Thursday, June 16, 2011

Except That I Don't Like Oysters

   Life has been opening up to us lately in an almost magical way.  At a time when circumstances might look to an outsider (or a well meaning insider even) like we should be mourning, suffering, and constantly weeping over broken things, something unseen lifts us into bliss over and over again. 
   It is easy now to imagine that we will one day look back on these years with lots of joy and thankfulness and not so much sorrow.  In fact, the blessings in life are overtaking the troubles at an alarming rate.  I was not able to say that sincerely six months ago.  I was faking it till I was making it. 


King Julian

Much the way I suspect this guy does.

   Happily, despair is now deep in the past.

   The larger my appetite for living grows, the faster time slips away from me.  Is that a sign of growing older?  Or one of growing happier? 
   Weekly, Handsome and I see joy and reward added to our plate far beyond what we deserve.  Scarcely a day finishes without one of us looking over at the other with a smile, shaking our head about "how cool that is" or "what an answer."  This is a wonderful condition to be living, but I have to admit that sometimes it gives me tremors. 

   My weakness whispers to my heart that it cannot last.  That my hope is unfounded, our pleasures fleeting, my happiness a vain imagining.  Puke!  What poison!

   Refusing to succumb to this slippery slope, I actively scrape up every memory of prayers answered and dreams fulfilled out of the blue, focusing my eyes and heart on the abundant beauty surrounding us.

   I fix my schedule around repetitive domestic tasks, animal care taking, and working on every constructive thing I can think of.  Then I indulge in hobbies I might not always have time for. 

   I take Siestas.

   Handsome works himself to the point of dangerous exhaustion, both at home and at his office.  And together we treasure, among others, the gifts of romance, faith, family, and friendship in our life. 
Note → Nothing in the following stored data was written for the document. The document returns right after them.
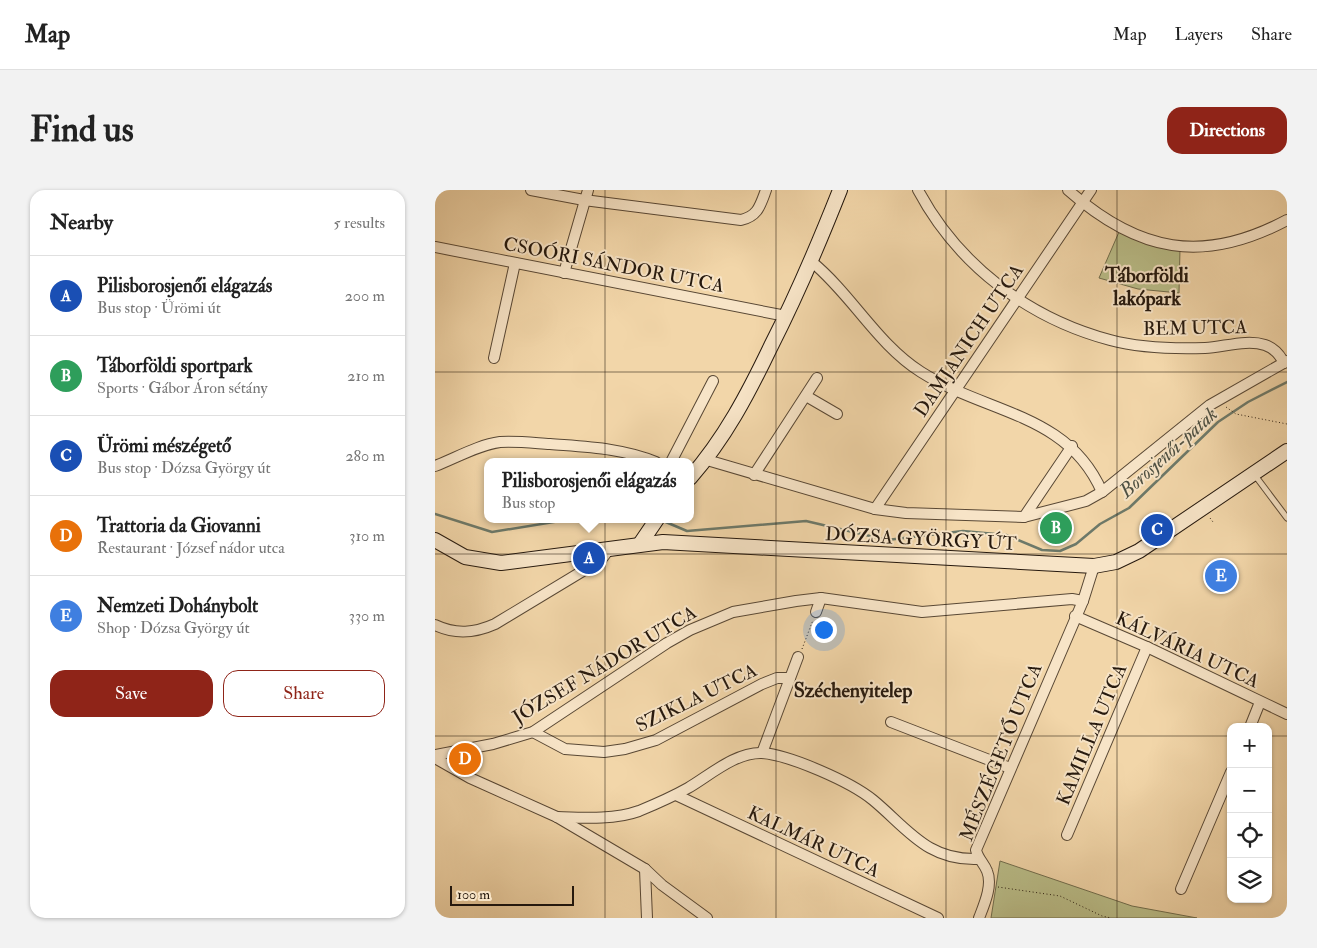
<!DOCTYPE html>
<meta charset="utf-8">
<style>
body{margin:0;font-family:"IM FELL Double Pica",serif;background:#f2f2f2;color:#222}
.controls{position:absolute;right:15px;bottom:15px;display:grid;overflow:hidden;border-radius:10px;box-shadow:0 1px 4px #0004}
.controls button{width:45px;height:45px;display:grid;place-items:center;padding:0;border:0;border-bottom:1px solid #e0e0e0;background:#fff;color:#222;font:25px sans-serif}
.scale{position:absolute;left:15px;bottom:12px;width:124px;box-sizing:border-box;padding-left:5px;border:2px solid #26190e;border-top:0;font-size:14px;line-height:18px;white-space:nowrap;color:#26190e;-webkit-text-stroke:4px #f7e4c7;paint-order:stroke}
.you{position:absolute;left:388px;top:439px;width:18px;height:18px;margin:-12px;border:4px solid #fff;border-radius:50%;background:#1a73e8;box-shadow:0 0 0 8px #1a73e833}
.badge{display:grid;place-items:center;width:32px;height:32px;border-radius:50%;background:#8f2418;color:#fff;font-size:16px;font-weight:700}
.pin{position:absolute;translate:-50% -50%;border:2px solid #fff;box-shadow:0 1px 5px #0006}
.popup{position:absolute;left:49px;top:268px;width:210px;height:65px;box-sizing:border-box;display:grid;place-content:center;border-radius:10px;background:#fff;filter:drop-shadow(0 1px 4px #0005);font-size:16px;white-space:nowrap;color:#767676}
.popup b{font-size:19px;color:#222}
.popup::after{content:'';position:absolute;left:50%;top:100%;margin-left:-10px;border:10px solid transparent;border-top-color:#fff}
.list{margin:0;padding:0;list-style:none}
h2{display:flex;justify-content:space-between;align-items:center;height:65px;margin:0;padding:0 20px;font-size:21px}
h2 small{font-size:16px;font-weight:400;color:#767676}
.list li{display:grid;grid-template-columns:32px 1fr auto;gap:15px;align-items:center;box-sizing:border-box;height:80px;padding:0 20px;border-top:1px solid #e0e0e0}
.list b{display:block;font-size:19px;white-space:nowrap}
.list p{margin:0;font-size:16px;white-space:nowrap;color:#767676}
.list em{font-size:16px;font-style:normal;color:#767676}
.actions{display:flex;gap:10px;padding:15px 20px}
.actions a{flex:1;padding:11px 0;border:1px solid #8f2418;border-radius:15px;text-align:center;font-size:18px;color:#8f2418}
.actions .main{background:#8f2418;color:#fff}
.icon{flex:none;width:28px;height:28px;fill:none;stroke:currentColor;stroke-width:2;stroke-linecap:round;stroke-linejoin:round}
.map{position:relative;flex:none;width:852px;height:728px;overflow:hidden;border-radius:15px}
header{display:flex;align-items:center;gap:30px;box-sizing:border-box;height:70px;padding:0 25px;background:#fff;border-bottom:1px solid #e0e0e0}
header strong{font-size:24px}
nav{display:flex;gap:28px;margin-inline-start:auto;font-size:18px}
.intro{display:flex;align-items:center;justify-content:space-between;box-sizing:border-box;height:120px;padding:0 30px}
h1{margin:0;font-size:35px}
.button{padding:12px 22px;border-radius:15px;background:#8f2418;color:#fff;font-size:18px;font-weight:700}
main{display:flex;gap:30px;padding:0 30px}
aside{flex:1;background:#fff;border-radius:15px;box-shadow:0 1px 4px #0004}
.map>svg:first-child{display:block}
</style>
<header>
<strong>Map</strong>
<nav><a>Map</a><a>Layers</a><a>Share</a></nav>
</header>
<div class="intro"><h1>Find us</h1><a class="button">Directions</a></div>
<main>
<aside>
<h2>Nearby<small>5 results</small></h2>
<ul class="list">
<li><span class="badge" style="background:#1a4fb4">A</span><div><b>Pilisborosjenői elágazás</b><p>Bus stop · Ürömi út</p></div><em>200 m</em></li>
<li><span class="badge" style="background:#2e9e5b">B</span><div><b>Táborföldi sportpark</b><p>Sports · Gábor Áron sétány</p></div><em>210 m</em></li>
<li><span class="badge" style="background:#1a4fb4">C</span><div><b>Ürömi mészégető</b><p>Bus stop · Dózsa György út</p></div><em>280 m</em></li>
<li><span class="badge" style="background:#e8710a">D</span><div><b>Trattoria da Giovanni</b><p>Restaurant · József nádor utca</p></div><em>310 m</em></li>
<li><span class="badge" style="background:#3f7fe0">E</span><div><b>Nemzeti Dohánybolt</b><p>Shop · Dózsa György út</p></div><em>330 m</em></li>
</ul>
<div class="actions"><a class="main">Save</a><a>Share</a></div>
</aside>
<div class="map">
<svg width="852" height="728" viewBox="0 0 852 728">
<rect width="100%" height="100%" fill="#f2d6a9"/>
<filter id="stains"><feTurbulence type="fractalNoise" baseFrequency=".004" numOctaves="4"/><feColorMatrix values="0 0 0 0 .2 0 0 0 0 .09 0 0 0 0 .02 0 0 0 .5 -.17"/></filter>
<radialGradient id="worn" r=".72"><stop offset=".6" stop-color="#630" stop-opacity="0"/><stop offset="1" stop-color="#630" stop-opacity=".3"/></radialGradient>
<g fill="#babe89" stroke="#706c4c">
<path d="M684,42l61,17 -1,44 -41,-4 -39,-11z"/>
<path d="M565,671l132,45 65,12h-206z"/>
</g>
<g fill="none" stroke-linecap="round" stroke-linejoin="round">
<g stroke="#6d7969" stroke-width="2.5">
<path d="M0,324l57,18 80,-13"/>
<path d="M226,330l26,11 119,-10 81,19 76,-9 43,4 36,15 18,1 16,-7 24,-20 29,-16 89,-86 30,-20 39,-20"/>
</g>
<g stroke="#594835" stroke-width="7">
<path id="lane" d="M819,284l33,44"/>
</g>
<g stroke="#594835" stroke-width="12">
<g id="street">
<path d="M96,0l53,10 157,20c17,-4 19,-14 25,-30"/>
<path d="M483,0c40,75 110,128 192,150 30,8 64,9 95,8 19,-1 42,-9 60,-3 9,3 15,10 19,18"/>
<path d="M633,0c70,62 135,75 219,30"/>
<path d="M0,57l351,69"/>
<path d="M377,72c40,33 65,82 109,110 66,42 147,41 181,120"/>
<path d="M129,83l24,-83"/>
<path d="M59,168l21,-95"/>
<path d="M371,206l31,18"/>
<path d="M272,270l168,49 31,4 118,4 62,-16 16,-9 108,-87 77,-44"/>
<path d="M236,272l42,-81"/>
<path d="M0,276c21,-8 43,-21 65,-24 17,-1 34,1 50,2 37,3 72,4 106,18"/>
<path d="M319,285l63,-97"/>
<path d="M440,319l216,-319"/>
<path d="M589,327l48,-71"/>
<path d="M381,422l5,-14"/>
<path d="M640,426l72,31 140,67"/>
<path d="M0,435c21,10 40,8 60,-1l106,-64 9,-12"/>
<path d="M456,532l119,46"/>
<path d="M815,537l10,-25"/>
<path d="M98,542l32,17 39,3 21,-3 31,-9 106,-56 15,-6h13"/>
<path d="M327,563l36,-96"/>
<path d="M0,565l58,-11 40,-12 134,-89 23,-13 43,-18 63,-11 25,-3 101,14 150,-13 11,2"/>
<path d="M0,568l35,20 87,39 88,52 17,16 45,33"/>
<path d="M241,605l262,123"/>
<path d="M122,627c27,1 57,3 82,-6 17,-7 33,-14 49,-23 21,-12 47,-36 74,-35 28,2 89,29 111,47 34,28 54,61 105,59"/>
<path d="M632,645l80,-188"/>
<path d="M210,679l2,49"/>
<path d="M746,699l50,-117"/>
<path d="M544,728c5,-13 14,-33 8,-47 -3,-8 -9,-12 -11,-21l107,-249 11,-35"/>
</g>
</g>
<g stroke="#26190e" stroke-width="16">
<g id="secondary">
<path d="M255,288c35,-40 58,-84 81,-132 26,-51 48,-103 69,-156"/>
<path d="M0,350l30,17 36,6 162,-21 431,24 22,-4 23,-11 148,-100"/>
<path d="M205,354l17,-25"/>
</g>
</g>
<g stroke="#26190e" stroke-width="1" stroke-dasharray="1 2.5" stroke-linecap="butt">
<path d="M791,217l10,7 51,10"/>
<path d="M704,285l12,-10"/>
<path d="M775,328l3,4"/>
<path d="M367,459l11,-29"/>
<path d="M563,697l62,9 42,20 9,2"/>
</g>
<use href="#lane" stroke="#f7e4c7" stroke-width="5"/>
<use href="#street" stroke="#f7e4c7" stroke-width="10"/>
<use href="#secondary" stroke="#f7e4c7" stroke-width="14"/>
</g>
<path fill="none" stroke="#26190e" stroke-width="1" stroke-opacity="0.55" d="M170,0v728M341,0v728M511,0v728M682,0v728M0,182h852M0,364h852M0,546h796M833,546h19"/>
<g text-anchor="middle" stroke-width="4" stroke-linejoin="round" paint-order="stroke">
<g font-size="19" fill="#26190e" stroke="#f7e4c7">
<text transform="translate(179 74) rotate(11)" y="7">CSOÓRI SÁNDOR UTCA</text>
<text transform="translate(760 137) rotate(-1)" y="7">BEM UTCA</text>
<text transform="translate(533 150) rotate(-56)" y="7">DAMJANICH UTCA</text>
<text transform="translate(486 348) rotate(3)" y="7">DÓZSA GYÖRGY ÚT</text>
<text transform="translate(753 459) rotate(25)" y="7">KÁLVÁRIA UTCA</text>
<text transform="translate(169 474) rotate(-31)" y="7">JÓZSEF NÁDOR UTCA</text>
<text transform="translate(261 507) rotate(-26)" y="7">SZIKLA UTCA</text>
<text transform="translate(656 544) rotate(-67)" y="7">KAMILLA UTCA</text>
<text transform="translate(565 562) rotate(-68)" y="7">MÉSZÉGETŐ UTCA</text>
<text transform="translate(379 651) rotate(25)" y="7">KALMÁR UTCA</text>
</g>
<g font-size="20" font-weight="bold" fill="#26190e" stroke="#f7e4c7">
<text x="712" y="92">Táborföldi<tspan x="712" dy="23">lakópark</tspan></text>
<text x="418" y="507">Széchenyitelep</text>
</g>
<g font-size="20" font-style="italic" fill="#4f5143" stroke="#f7e4c7">
<text transform="translate(733 262) rotate(-42)" y="7">Borosjenői-patak</text>
</g>
</g>
<rect width="100%" height="100%" filter="url(#stains)"/>
<rect width="100%" height="100%" fill="url(#worn)"/>
</svg>
<div class="controls">
<button>+</button>
<button>−</button>
<button><svg class="icon" aria-label="locate" viewBox="0 0 24 24"><circle cx="12" cy="12" r="6"/><path d="M12 2v4M12 18v4M2 12h4M18 12h4"/></svg></button>
<button><svg class="icon" aria-label="layers" viewBox="0 0 24 24"><path d="M12 4l9 5-9 5-9-5zM3 14l9 5 9-5"/></svg></button>
</div>
<div class="scale">100 m</div>
<div class="you"></div>
<div class="pin badge" style="left:154px;top:368px;background:#1a4fb4">A</div>
<div class="popup"><b>Pilisborosjenői elágazás</b>Bus stop</div>
<div class="pin badge" style="left:621px;top:338px;background:#2e9e5b">B</div>
<div class="pin badge" style="left:722px;top:340px;background:#1a4fb4">C</div>
<div class="pin badge" style="left:30px;top:569px;background:#e8710a">D</div>
<div class="pin badge" style="left:786px;top:386px;background:#3f7fe0">E</div>
</div>
</main>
   By the way, we hold close to us 
some of the world's greatest,
most interesting, most loving,
most FUN people ever invented. 
Or reinvented,
if you are Valerie Bertinelli,
who always looks amazing.
Period.
We are so madly in love
with our friends and family,
it is nauseating.

   Thusly  I dive back into another day.  And before I know it the day is really too short to do it all, to enjoy it all.  Life isn't giving me quite enough time to share again everything I have been given.  I find myself trying to just keep up with the beauty and wonder of the world at my fingertips, and no spell ever breaks; life just continues.   And I love it.

   So whatever you are facing, keep facing it.  Don't let any fear, circumstances, mistakes, or difficulty shake you off course.  However dark your storm, remember that especially in Oklahoma the weather can change with no warning.  And you are resilient and blessed beyond your widlest dreams.

xoxo
  

1 comment:

  1. Congratulations on making it past faking it! ;-)

    I don't like oysters either, but I have learned that if I just stay patient, on course, and remember to be thankful for what is, there is *always* a beautiful, lovely, magical pearl waiting for me at the end.